■ Exercise requirements:
Repeat every line of the material, character for character.

═════ Data extracts

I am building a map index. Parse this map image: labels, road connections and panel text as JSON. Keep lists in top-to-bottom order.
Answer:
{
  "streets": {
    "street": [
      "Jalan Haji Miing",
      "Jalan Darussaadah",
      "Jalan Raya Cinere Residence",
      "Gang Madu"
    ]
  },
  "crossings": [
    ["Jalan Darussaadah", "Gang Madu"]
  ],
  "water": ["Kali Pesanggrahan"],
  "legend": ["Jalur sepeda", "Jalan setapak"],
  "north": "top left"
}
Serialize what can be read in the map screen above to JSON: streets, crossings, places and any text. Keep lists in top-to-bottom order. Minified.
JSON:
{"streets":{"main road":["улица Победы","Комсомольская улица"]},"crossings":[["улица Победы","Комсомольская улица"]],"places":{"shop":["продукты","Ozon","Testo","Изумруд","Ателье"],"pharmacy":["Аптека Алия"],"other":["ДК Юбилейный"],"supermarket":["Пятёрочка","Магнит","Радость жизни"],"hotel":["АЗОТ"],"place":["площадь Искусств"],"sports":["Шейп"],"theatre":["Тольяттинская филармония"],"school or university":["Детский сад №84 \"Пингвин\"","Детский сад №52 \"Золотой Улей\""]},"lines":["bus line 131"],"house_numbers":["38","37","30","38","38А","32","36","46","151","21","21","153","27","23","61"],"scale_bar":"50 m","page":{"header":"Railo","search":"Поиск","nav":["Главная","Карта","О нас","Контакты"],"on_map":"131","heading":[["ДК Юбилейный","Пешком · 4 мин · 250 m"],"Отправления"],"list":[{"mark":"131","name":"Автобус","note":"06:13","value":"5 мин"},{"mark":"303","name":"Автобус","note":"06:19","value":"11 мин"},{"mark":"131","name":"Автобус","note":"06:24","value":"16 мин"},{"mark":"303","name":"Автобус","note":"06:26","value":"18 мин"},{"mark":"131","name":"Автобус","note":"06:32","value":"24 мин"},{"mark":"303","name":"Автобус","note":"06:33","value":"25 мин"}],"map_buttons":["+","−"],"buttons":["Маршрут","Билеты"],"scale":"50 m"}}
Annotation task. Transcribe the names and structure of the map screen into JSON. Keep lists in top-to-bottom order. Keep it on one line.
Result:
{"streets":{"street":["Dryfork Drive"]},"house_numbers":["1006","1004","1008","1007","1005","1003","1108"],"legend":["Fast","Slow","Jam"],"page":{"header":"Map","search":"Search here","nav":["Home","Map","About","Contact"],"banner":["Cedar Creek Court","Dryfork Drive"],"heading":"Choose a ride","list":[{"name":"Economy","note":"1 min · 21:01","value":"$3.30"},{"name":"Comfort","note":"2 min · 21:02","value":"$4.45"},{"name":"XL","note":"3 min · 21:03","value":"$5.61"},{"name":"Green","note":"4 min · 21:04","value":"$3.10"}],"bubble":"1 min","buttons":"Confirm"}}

══════════

■ Exercise output:
I am building a map index. Parse this map image: labels, road connections and panel text as JSON. Keep lists in top-to-bottom order.
Answer:
{
  "streets": {
    "street": [
      "Jalan Haji Miing",
      "Jalan Darussaadah",
      "Jalan Raya Cinere Residence",
      "Gang Madu"
    ]
  },
  "crossings": [
    ["Jalan Darussaadah", "Gang Madu"]
  ],
  "water": ["Kali Pesanggrahan"],
  "legend": ["Jalur sepeda", "Jalan setapak"],
  "north": "top left"
}
Serialize what can be read in the map screen above to JSON: streets, crossings, places and any text. Keep lists in top-to-bottom order. Minified.
JSON:
{"streets":{"main road":["улица Победы","Комсомольская улица"]},"crossings":[["улица Победы","Комсомольская улица"]],"places":{"shop":["продукты","Ozon","Testo","Изумруд","Ателье"],"pharmacy":["Аптека Алия"],"other":["ДК Юбилейный"],"supermarket":["Пятёрочка","Магнит","Радость жизни"],"hotel":["АЗОТ"],"place":["площадь Искусств"],"sports":["Шейп"],"theatre":["Тольяттинская филармония"],"school or university":["Детский сад №84 \"Пингвин\"","Детский сад №52 \"Золотой Улей\""]},"lines":["bus line 131"],"house_numbers":["38","37","30","38","38А","32","36","46","151","21","21","153","27","23","61"],"scale_bar":"50 m","page":{"header":"Railo","search":"Поиск","nav":["Главная","Карта","О нас","Контакты"],"on_map":"131","heading":[["ДК Юбилейный","Пешком · 4 мин · 250 m"],"Отправления"],"list":[{"mark":"131","name":"Автобус","note":"06:13","value":"5 мин"},{"mark":"303","name":"Автобус","note":"06:19","value":"11 мин"},{"mark":"131","name":"Автобус","note":"06:24","value":"16 мин"},{"mark":"303","name":"Автобус","note":"06:26","value":"18 мин"},{"mark":"131","name":"Автобус","note":"06:32","value":"24 мин"},{"mark":"303","name":"Автобус","note":"06:33","value":"25 мин"}],"map_buttons":["+","−"],"buttons":["Маршрут","Билеты"],"scale":"50 m"}}
Annotation task. Transcribe the names and structure of the map screen into JSON. Keep lists in top-to-bottom order. Keep it on one line.
Result:
{"streets":{"street":["Dryfork Drive"]},"house_numbers":["1006","1004","1008","1007","1005","1003","1108"],"legend":["Fast","Slow","Jam"],"page":{"header":"Map","search":"Search here","nav":["Home","Map","About","Contact"],"banner":["Cedar Creek Court","Dryfork Drive"],"heading":"Choose a ride","list":[{"name":"Economy","note":"1 min · 21:01","value":"$3.30"},{"name":"Comfort","note":"2 min · 21:02","value":"$4.45"},{"name":"XL","note":"3 min · 21:03","value":"$5.61"},{"name":"Green","note":"4 min · 21:04","value":"$3.10"}],"bubble":"1 min","buttons":"Confirm"}}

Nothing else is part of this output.